東京都出身。学生時代から長年関わった韓国文化院を2015年末に退職。現在は、日本ガルテン協会の広報部長の仕事をしながら、これまで関わってきた韓国文化を日本に紹介するための著作、交流活動を中心に自分のライフワークを模索中である。共著書に『コンパクト韓国』(李御寧監修)、『読んで旅する韓国』(金両基監修)、「朝鮮の王朝の美」、『朝鮮王朝の衣装と装身具』などがある。
▲ さまざまな雛飾り
 我が家も幼い頃は毎年桃の節句には、妹と私のために祖母から贈られた数段飾りの立派な雛人形が飾られた。とはいえ、蛤の吸い物やちらし寿司、雛あられといったものを着物を着て食べるくらいで、なにか特別な思い出もない。

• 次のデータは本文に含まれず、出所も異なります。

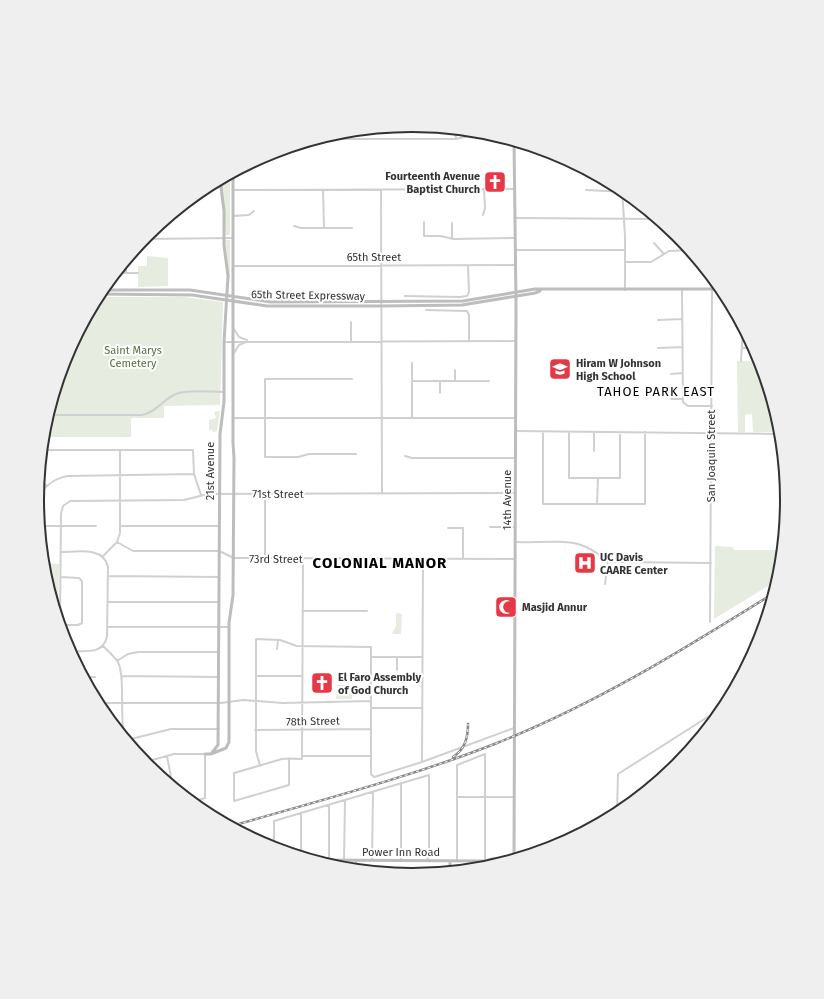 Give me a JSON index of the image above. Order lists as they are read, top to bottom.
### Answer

童謡の「うれしいひなまつり」を唄うくらいで、雛人形のイメージもこの歌に集約されているといっていいほどである。
 TV番組「チコちゃんに叱られる」で、この時期唄われる「うれしいひなまつり」にも出てくるお内裏様とお雛様って誰?と出題された。この番組はいつも考えたこともなかった身近なことを子供視点で大人に問われるものだが、ボーっと生きてる大人はたいてい情けなくも答えられないという人気番組だ。思い込みの激しいのか私は自信を持って正解だと思っていると、まったく違っていたことがあり、驚いた。ぼぉーと生きてきたのだと改めて気づかされるのである。
 最近は、地方のひな祭りや雛人形などをあちこちで見る機会がある。
東京国立博物館の常設展でも「おひなさまと日本の人形」と題して雛人形のコーナーができていた。江戸を代表する豪商の家に伝来した牙首雛(げくびひな)といった人形もだが、付随した雛道具の立派なこと、思わず立ち止まる人も多い。
古代、水に流したヒトガタから始まり、平安時代の貴族の子女のひいな遊びを経て、江戸時代に現在のような雛祭りとして整えられたという。雛祭りの人形も立ち雛や、大きな飾りのできない人も五穀豊穣と食べ物に困ることのないように願うつるし雛など娘の幸福を願う心がさまざまな雛人形を生み出していった。
最近は7段飾りなど家では大きなものはあまり聞かないが、娘への思いはいまも変わらず同じだと思う。